In any case, here's the recipe i made, Savory Vegan Galette With Mushrooms:
6 small cioppolini onions
2 Tbsp olive oil
***The night ahead: Peel, trim, and toss the onions in the olive oil, salt, pepper and roast at 350 degrees for 20 mins. When cool, roughly chop or slice, store in fridge overnight.
For the crust please refer to Sarah's recipe @ In Praise of Leftovers
She got it from Julia Child, and with vegan subs (Earth Balance for butter, Toffuti Sour Supreme for sour cream) it's mine!
Make the crust and let it sit in the fridge for 1 hr. While you're waiting:
2 Tbsp Olive Oil
2 cloves garlic, minced
6-8 mushrooms of your choice, sliced or chopped
8 quarters (2 full) of marinated artichokes, chopped
4 cups spinach (raw)
1/4 to 1/3 block of Vegan Gourmet Mozzarella Flavor cheese, shredded
your favorite tapenade
-Sweat the garlic in the oil for 2 minutes.
-Add mushrooms and turn up the heat to saute.
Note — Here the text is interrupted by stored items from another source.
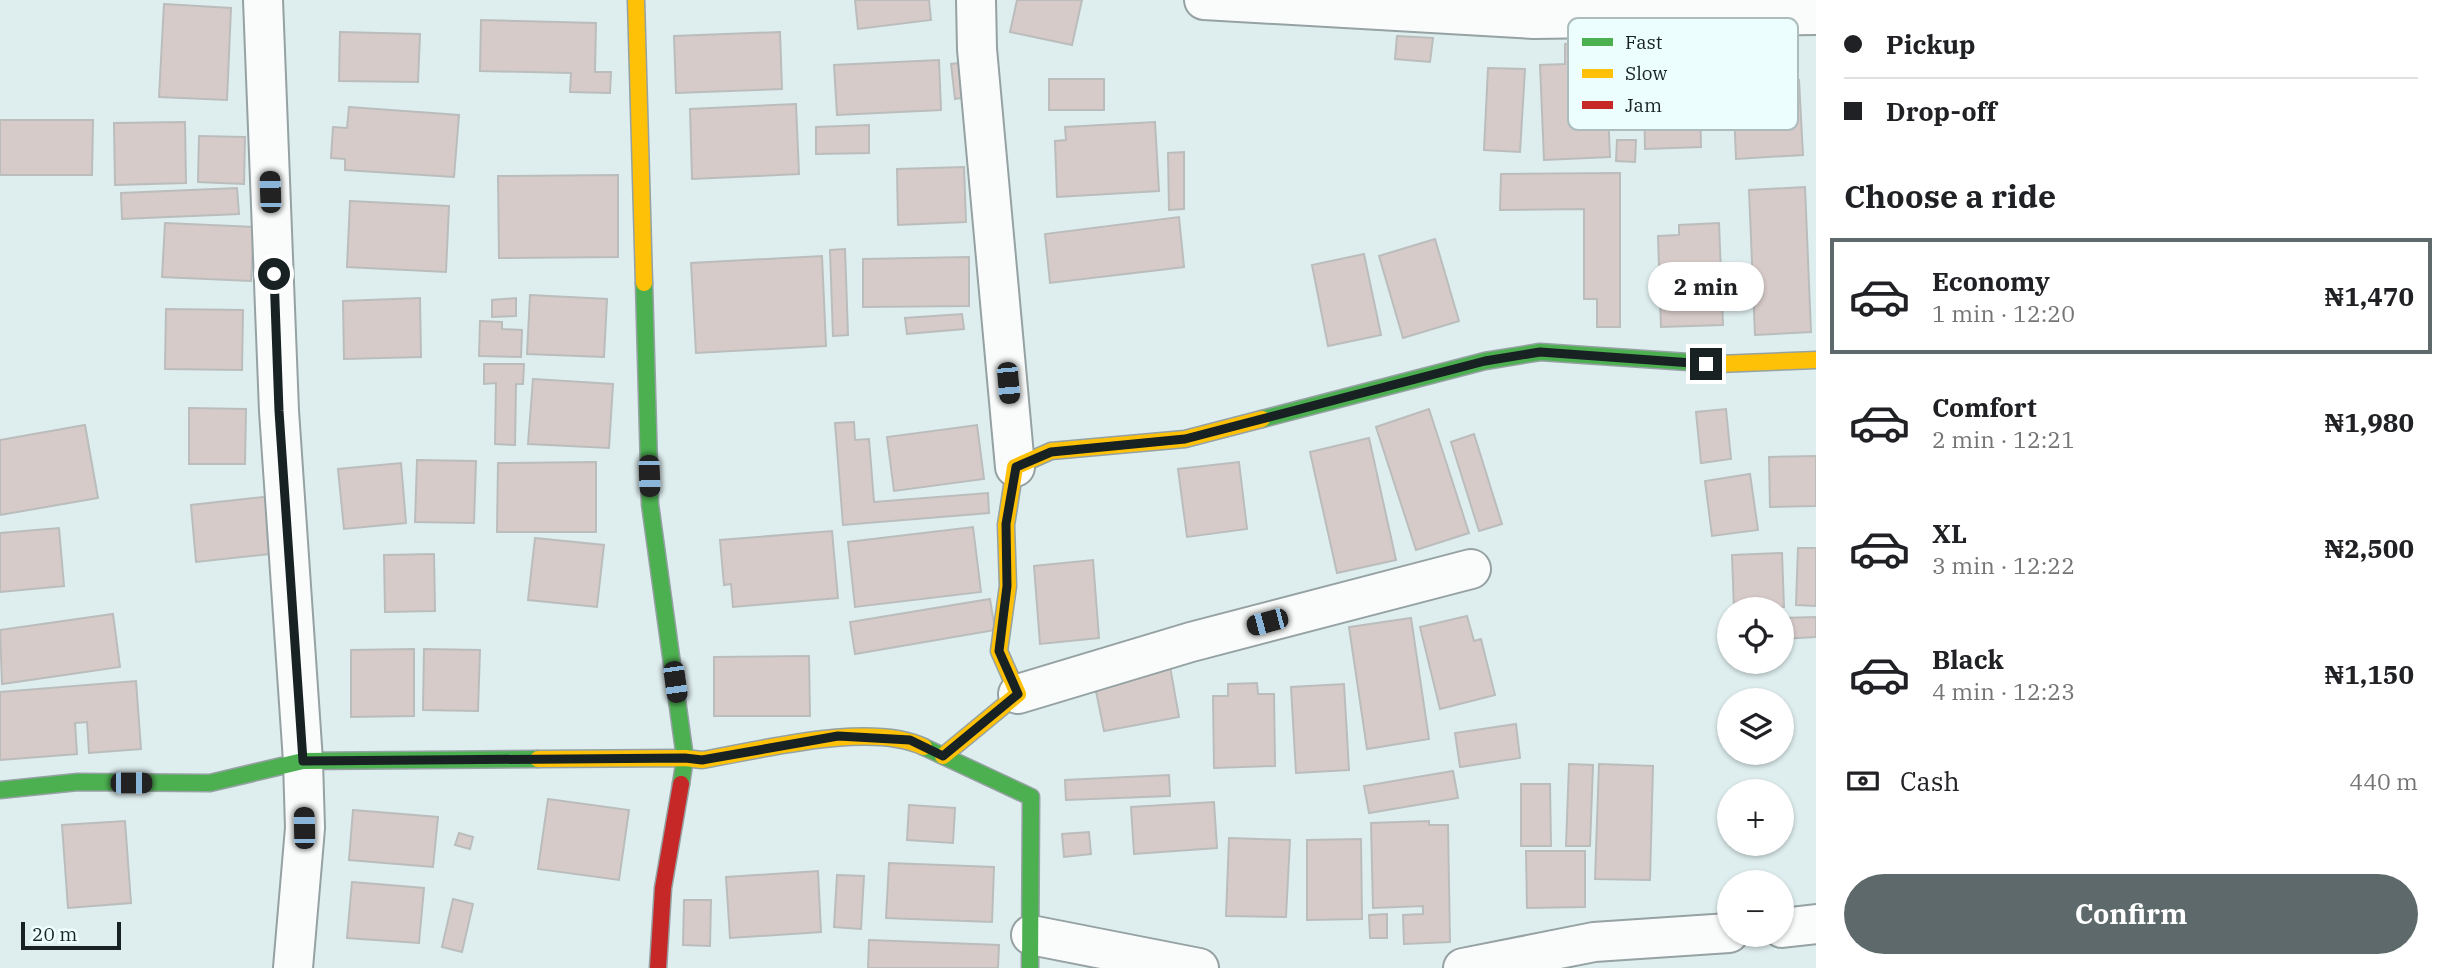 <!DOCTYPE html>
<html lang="en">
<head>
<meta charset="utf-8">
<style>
	body { margin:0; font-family:"IBM Plex Serif",serif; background:#f6f6f6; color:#202124; height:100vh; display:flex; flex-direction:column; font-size:26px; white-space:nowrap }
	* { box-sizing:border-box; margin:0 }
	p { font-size:23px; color:#757577 }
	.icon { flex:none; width:38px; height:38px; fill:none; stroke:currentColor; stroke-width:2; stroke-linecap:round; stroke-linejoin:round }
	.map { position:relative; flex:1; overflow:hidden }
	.details { display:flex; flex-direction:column; background:#fff; width:630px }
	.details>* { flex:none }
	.banner { display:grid; align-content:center; height:154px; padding:0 28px; background:#fff }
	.fabs { position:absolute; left:1717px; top:597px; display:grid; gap:14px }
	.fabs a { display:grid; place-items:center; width:77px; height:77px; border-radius:50%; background:#fff; box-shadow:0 2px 5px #0004; font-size:35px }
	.scale { position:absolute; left:21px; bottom:18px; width:100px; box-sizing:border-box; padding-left:7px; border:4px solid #182223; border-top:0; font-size:19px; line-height:24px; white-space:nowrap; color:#182223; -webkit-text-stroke:5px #edfeff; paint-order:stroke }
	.end { position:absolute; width:32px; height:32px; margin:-16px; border:9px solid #182223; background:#fff; box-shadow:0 0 0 4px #fff }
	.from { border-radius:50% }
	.bubble { position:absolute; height:49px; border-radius:24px; background:#fff; box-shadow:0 2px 5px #0004; font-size:23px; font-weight:800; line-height:49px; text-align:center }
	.car { position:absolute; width:21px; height:42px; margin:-21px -10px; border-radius:9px; box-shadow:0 0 5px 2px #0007; background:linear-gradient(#222 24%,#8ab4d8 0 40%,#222 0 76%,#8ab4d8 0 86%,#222 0) }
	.banner b { display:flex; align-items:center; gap:24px; height:66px; font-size:26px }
	.banner b+b { border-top:2px solid #e0e0e0 }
	.banner i { width:18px; height:18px; background:#202124 }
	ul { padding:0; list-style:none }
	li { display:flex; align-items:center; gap:21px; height:116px; margin:0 14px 10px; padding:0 14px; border:4px solid transparent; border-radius:0px }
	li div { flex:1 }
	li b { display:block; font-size:26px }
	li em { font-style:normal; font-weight:800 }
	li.selected { border-color:#5d696a }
	li>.icon { width:63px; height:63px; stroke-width:1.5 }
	h2 { padding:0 28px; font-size:32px; line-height:84px }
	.pay { display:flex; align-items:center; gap:18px; height:77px; padding:0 28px; font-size:26px }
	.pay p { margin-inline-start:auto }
	.primary-button { display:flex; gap:14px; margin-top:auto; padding:14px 28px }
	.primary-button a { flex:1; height:80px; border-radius:42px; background:#5d696a; color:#fff; font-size:28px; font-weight:800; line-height:80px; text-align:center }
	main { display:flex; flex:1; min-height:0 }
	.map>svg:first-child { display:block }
	.building { fill:#d7cbc9; stroke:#babdbc; stroke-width:2 }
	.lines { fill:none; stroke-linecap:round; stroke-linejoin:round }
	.street-casing { stroke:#95a1a2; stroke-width:42 }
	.fast-casing { stroke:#95a1a2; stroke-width:19 }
	.slow-casing { stroke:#95a1a2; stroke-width:19 }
	.jam-casing { stroke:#95a1a2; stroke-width:19 }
	.street { stroke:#fafcfc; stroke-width:38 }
	.fast { stroke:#4caf50; stroke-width:16 }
	.slow { stroke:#ffc107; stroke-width:16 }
	.jam { stroke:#c62828; stroke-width:16 }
	.route { stroke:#182223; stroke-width:9 }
	.key { fill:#edfeff; stroke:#adbcbd; stroke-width:2 }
	.key-label { font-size:19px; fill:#182223 }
</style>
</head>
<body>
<main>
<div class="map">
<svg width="1816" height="968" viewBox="0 0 1816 968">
	<rect width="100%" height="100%" fill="#deedee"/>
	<path class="building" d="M 855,0 L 929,0 L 931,20 L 858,29 Z
		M 1017,0 L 1082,0 L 1072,45 L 1010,32 Z
		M 164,4 L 231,8 L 227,100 L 159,97 Z
		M 481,20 L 596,23 L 595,72 L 611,72 L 610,93 L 570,92 L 571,73 L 480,71 Z
		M 340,32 L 420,34 L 418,82 L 339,81 Z
		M 780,32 L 782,89 L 676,93 L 674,36 Z
		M 1397,36 L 1433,38 L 1430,62 L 1395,59 Z
		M 1605,42 L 1610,157 L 1544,160 L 1540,65 L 1565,64 L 1565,44 Z
		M 939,60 L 941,110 L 837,115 L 834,65 Z
		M 1699,60 L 1701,147 L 1645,149 L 1643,62 Z
		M 968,62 L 973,96 L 955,99 L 951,64 Z
		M 1488,68 L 1525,69 L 1520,152 L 1484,150 Z
		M 1049,79 L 1104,79 L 1104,110 L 1049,110 Z
		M 1799,80 L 1803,155 L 1736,159 L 1733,84 Z
		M 796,104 L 799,174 L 692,179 L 690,109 Z
		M 349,107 L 459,115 L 454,177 L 345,170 L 345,159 L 331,158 L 333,127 L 347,128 Z
		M 0,120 L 93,120 L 92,175 L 0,175 Z
		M 185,122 L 186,183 L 115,185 L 114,123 Z
		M 1155,122 L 1159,191 L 1057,197 L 1055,141 L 1066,140 L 1065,127 Z
		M 869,125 L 869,153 L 816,154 L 816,127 Z
		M 199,136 L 245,137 L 244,184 L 198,182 Z
		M 1617,140 L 1636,140 L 1635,162 L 1616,161 Z
		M 1184,152 L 1184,209 L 1169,210 L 1168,153 Z
		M 964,167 L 966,222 L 898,225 L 897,169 Z
		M 1620,173 L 1620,327 L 1597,327 L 1597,299 L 1584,299 L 1584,209 L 1500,210 L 1501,174 Z
		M 618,175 L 618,257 L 499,258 L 498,176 Z
		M 1805,187 L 1811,332 L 1755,335 L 1749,190 Z
		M 237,188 L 239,214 L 122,219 L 121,193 Z
		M 350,201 L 449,206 L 446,272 L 347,267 Z
		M 1179,217 L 1184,267 L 1050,283 L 1045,234 Z
		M 165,223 L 254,227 L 251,281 L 162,277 Z
		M 1719,223 L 1723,325 L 1661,327 L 1658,236 L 1679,235 L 1679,225 Z
		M 1435,239 L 1459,321 L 1403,338 L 1379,256 Z
		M 845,249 L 848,335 L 833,336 L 830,250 Z
		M 1364,254 L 1381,335 L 1328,346 L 1312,265 Z
		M 822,256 L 826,346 L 696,353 L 691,263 Z
		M 969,257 L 969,306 L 863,307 L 863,259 Z
		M 530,295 L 607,299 L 604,357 L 527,354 Z
		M 420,298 L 421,357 L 344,359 L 343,301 Z
		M 516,298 L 516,316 L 492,317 L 492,300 Z
		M 166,309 L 243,310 L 242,370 L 165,369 Z
		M 962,314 L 964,329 L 907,334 L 905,318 Z
		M 480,321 L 502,322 L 502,329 L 522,330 L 521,357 L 479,356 Z
		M 484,364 L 524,364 L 523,384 L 516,384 L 515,445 L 495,444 L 496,383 L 484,384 Z
		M 533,379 L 613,384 L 609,448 L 528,444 Z
		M 189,408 L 246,409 L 245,464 L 189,464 Z
		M 1429,409 L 1469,533 L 1416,550 L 1376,427 Z
		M 1726,409 L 1731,459 L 1701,463 L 1696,412 Z
		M 854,422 L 855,440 L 869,439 L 874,502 L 988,493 L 989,513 L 843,525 L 835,423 Z
		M 85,425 L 98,498 L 0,515 L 0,440 Z
		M 977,425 L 984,479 L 894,491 L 887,437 Z
		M 1474,434 L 1502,524 L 1479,531 L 1451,442 Z
		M 1369,438 L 1396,560 L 1337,573 L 1310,452 Z
		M 1816,456 L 1816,506 L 1770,507 L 1769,457 Z
		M 417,460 L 476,461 L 474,523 L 415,522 Z
		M 596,462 L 596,532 L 497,532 L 498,463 Z
		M 1239,462 L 1247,529 L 1187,537 L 1178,469 Z
		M 401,463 L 406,523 L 344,529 L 338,469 Z
		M 1750,474 L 1758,530 L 1712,536 L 1705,481 Z
		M 273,496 L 279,553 L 196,562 L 191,505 Z
		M 973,527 L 981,592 L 855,607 L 848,542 Z
		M 59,528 L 64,586 L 0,592 L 0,533 Z
		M 832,531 L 838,598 L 733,607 L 731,584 L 724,585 L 720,540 Z
		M 535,538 L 604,545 L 597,607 L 528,600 Z
		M 1798,548 L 1816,548 L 1816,606 L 1796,605 Z
		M 1782,553 L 1784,607 L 1734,609 L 1732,555 Z
		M 434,554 L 435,611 L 385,612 L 384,555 Z
		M 1093,560 L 1099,638 L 1040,644 L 1034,566 Z
		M 990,599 L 995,630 L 855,654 L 850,622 Z
		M 113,614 L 120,667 L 2,684 L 0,630 Z
		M 1467,616 L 1474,641 L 1481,639 L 1495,695 L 1440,709 L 1420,627 Z
		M 1816,617 L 1816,637 L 1782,639 L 1782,618 Z
		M 1411,618 L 1429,739 L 1367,749 L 1349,627 Z
		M 414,649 L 414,716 L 351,717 L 351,650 Z
		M 424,649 L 480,650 L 478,711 L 423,710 Z
		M 809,656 L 810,716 L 714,716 L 714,657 Z
		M 1169,661 L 1179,717 L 1104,731 L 1093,676 Z
		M 136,681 L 141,749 L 89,753 L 87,722 L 75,723 L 77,754 L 0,760 L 0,692 Z
		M 1257,683 L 1258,694 L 1274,694 L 1275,766 L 1214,768 L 1213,696 L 1228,696 L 1228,684 Z
		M 1344,684 L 1349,770 L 1296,773 L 1291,687 Z
		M 1516,724 L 1520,758 L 1460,767 L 1455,733 Z
		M 1569,764 L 1593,765 L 1590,846 L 1566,846 Z
		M 1599,764 L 1653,766 L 1650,880 L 1595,879 Z
		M 1453,771 L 1458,798 L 1369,813 L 1364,786 Z
		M 1169,775 L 1170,796 L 1066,800 L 1065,780 Z
		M 1521,784 L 1550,784 L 1551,846 L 1521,846 Z
		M 548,799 L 629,810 L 619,880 L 538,869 Z
		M 1214,802 L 1217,848 L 1134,854 L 1131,807 Z
		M 909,805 L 955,808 L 953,843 L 907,840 Z
		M 353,810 L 438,817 L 433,867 L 349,860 Z
		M 125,821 L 131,903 L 68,908 L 62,825 Z
		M 1429,821 L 1429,825 L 1448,825 L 1450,942 L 1404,944 L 1403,915 L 1423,914 L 1423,906 L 1373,908 L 1371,823 Z
		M 1089,832 L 1091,854 L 1064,857 L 1062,834 Z
		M 459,833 L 473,837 L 470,849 L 455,845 Z
		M 1229,838 L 1290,840 L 1286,917 L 1226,916 Z
		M 1361,839 L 1362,919 L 1307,920 L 1307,840 Z
		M 1526,851 L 1585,851 L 1585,907 L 1527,908 Z
		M 889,863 L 994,867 L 992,922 L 886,918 Z
		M 818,871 L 821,932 L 730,938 L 726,877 Z
		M 837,875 L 864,876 L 861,929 L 834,927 Z
		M 352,882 L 424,888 L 419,943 L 347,938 Z
		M 453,899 L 473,904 L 462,952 L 442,947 Z
		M 684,900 L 711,900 L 710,946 L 683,945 Z
		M 1387,914 L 1387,938 L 1370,938 L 1369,915 Z
		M 869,940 L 999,945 L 998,968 L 868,968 Z"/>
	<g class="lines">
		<defs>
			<path id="street" d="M 263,0 L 279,411 L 303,761 L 305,828 L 293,968
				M 976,0 L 977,49 L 1015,467
				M 1204,0 L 1534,19 L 1816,15
				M 1018,694 L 1191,642 L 1471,569
				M 1782,928 L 1816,924
				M 1031,935 L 1199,968
				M 1463,968 L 1594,942 L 1729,933"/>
			<path id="fast" d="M 644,283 L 650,504 L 685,758 L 681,784
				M 1262,419 L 1485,361 L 1540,352 L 1718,364
				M 924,747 L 1031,797 L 1030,968
				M 0,790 L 78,782 L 210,783 L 303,761 L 538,759"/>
			<path id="slow" d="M 636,0 L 644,283
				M 1718,364 L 1816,360
				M 943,756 L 1018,694 L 999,651 L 1008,586 L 1006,525 L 1015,467 L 1051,451 L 1185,439 L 1262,419
				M 538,759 L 685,758 L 702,760 C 761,750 870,721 924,747"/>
			<path id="jam" d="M 658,968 L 663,888 L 681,784"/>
		</defs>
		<use href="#street" class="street-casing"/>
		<use href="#fast" class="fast-casing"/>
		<use href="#slow" class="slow-casing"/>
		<use href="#jam" class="jam-casing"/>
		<use href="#street" class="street"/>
		<use href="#fast" class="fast"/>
		<use href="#slow" class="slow"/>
		<use href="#jam" class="jam"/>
	</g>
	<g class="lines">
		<path class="route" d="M 274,274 L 279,411 L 303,761 L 685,758 L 702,760 L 838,736 L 910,740 L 943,756 L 1018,694 L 999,651 L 1007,586 L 1006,524 L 1016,467 L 1051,452 L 1185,439 L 1485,361 L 1540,352 L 1706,364"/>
	</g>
	<rect x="1568" y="18" width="230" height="112" rx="10" class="key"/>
	<rect x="1582" y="38" width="31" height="8" fill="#4caf50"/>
	<rect x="1582" y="69" width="31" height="9" fill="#ffc107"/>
	<rect x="1582" y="101" width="31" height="8" fill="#c62828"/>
	<g class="key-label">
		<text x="1625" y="49">Fast</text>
		<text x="1625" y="80">Slow</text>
		<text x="1625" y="112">Jam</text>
	</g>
</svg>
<div class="fabs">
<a><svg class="icon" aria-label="locate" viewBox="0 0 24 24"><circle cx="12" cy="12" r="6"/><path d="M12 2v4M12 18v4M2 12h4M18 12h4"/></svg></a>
<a><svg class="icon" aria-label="layers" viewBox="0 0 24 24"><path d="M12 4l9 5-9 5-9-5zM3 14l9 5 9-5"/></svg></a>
<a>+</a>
<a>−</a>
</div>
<div class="scale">20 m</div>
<i class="end from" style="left:274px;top:274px"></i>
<i class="end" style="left:1706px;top:364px"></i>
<div class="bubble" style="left:1648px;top:262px;width:116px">2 min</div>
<i class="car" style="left:270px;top:192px;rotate:358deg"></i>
<i class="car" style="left:1008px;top:383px;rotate:175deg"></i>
<i class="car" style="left:649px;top:476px;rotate:178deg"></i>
<i class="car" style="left:1267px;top:622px;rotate:255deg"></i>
<i class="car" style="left:675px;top:682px;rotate:172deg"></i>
<i class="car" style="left:131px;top:783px;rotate:90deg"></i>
<i class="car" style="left:304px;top:828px;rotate:359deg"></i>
</div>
<section class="details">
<div class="banner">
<b><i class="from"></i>Pickup</b>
<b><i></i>Drop-off</b>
</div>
<h2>Choose a ride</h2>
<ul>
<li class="selected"><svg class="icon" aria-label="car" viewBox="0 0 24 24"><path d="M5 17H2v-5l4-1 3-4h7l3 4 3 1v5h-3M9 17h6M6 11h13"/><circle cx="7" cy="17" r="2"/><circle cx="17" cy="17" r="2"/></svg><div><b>Economy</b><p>1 min · 12:20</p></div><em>₦1,470</em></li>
<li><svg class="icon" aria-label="car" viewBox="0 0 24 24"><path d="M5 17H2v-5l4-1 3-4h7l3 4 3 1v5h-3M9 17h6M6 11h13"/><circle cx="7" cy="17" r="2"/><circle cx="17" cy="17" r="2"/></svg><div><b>Comfort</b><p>2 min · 12:21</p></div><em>₦1,980</em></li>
<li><svg class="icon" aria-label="car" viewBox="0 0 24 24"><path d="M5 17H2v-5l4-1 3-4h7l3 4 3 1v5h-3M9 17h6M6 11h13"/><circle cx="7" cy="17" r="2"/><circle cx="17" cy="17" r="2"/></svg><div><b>XL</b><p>3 min · 12:22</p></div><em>₦2,500</em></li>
<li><svg class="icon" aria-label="car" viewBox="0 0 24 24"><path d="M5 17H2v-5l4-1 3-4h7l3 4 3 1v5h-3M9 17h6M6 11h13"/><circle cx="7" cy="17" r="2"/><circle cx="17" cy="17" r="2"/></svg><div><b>Black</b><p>4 min · 12:23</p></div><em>₦1,150</em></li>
</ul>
<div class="pay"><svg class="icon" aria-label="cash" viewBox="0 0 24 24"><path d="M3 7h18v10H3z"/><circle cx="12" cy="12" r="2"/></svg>Cash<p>440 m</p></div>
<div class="primary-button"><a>Confirm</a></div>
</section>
</main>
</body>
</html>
Wait till they take on a good color and shrivel up a bit. (Basically to when they look DIVINE!)
-Add the marinated artichokes and fold in the spinach, cook till spinach is just barely wilting.
-Add the aforementioned roasted onions and turn the heat off.
-Roll out dough on floured surface till 1/8" thickness (sometimes i go a bit thicker).
-Spread a nice even layer of tapenade over surface.
-Glop the spinach mass into the middle and try to make a nice even layer with 3-4" dough margin around the mass.
-Sprinkle with shredded vegan cheese.
-Fold in outside dough edges as far as they reach to the middle without squishing your ingredients out. You should see a good amount of bare spinach mixture in the middle of the galette. That's the money shot.
-Brush the top of the dough with olive oil and sprinkle with sea salt.
-Bake at 350 for 30mins.
-Let rest 2 mins before cutting --> Filling is EFFING hot!!!
Was definitely enough to feed me and Evan, with a nice chunk for lunch tomorrow. I can't wait to try some sweet dessert galettes soon.
Hopefully the camera will be working sometime in the next millenia! Happy eating till then!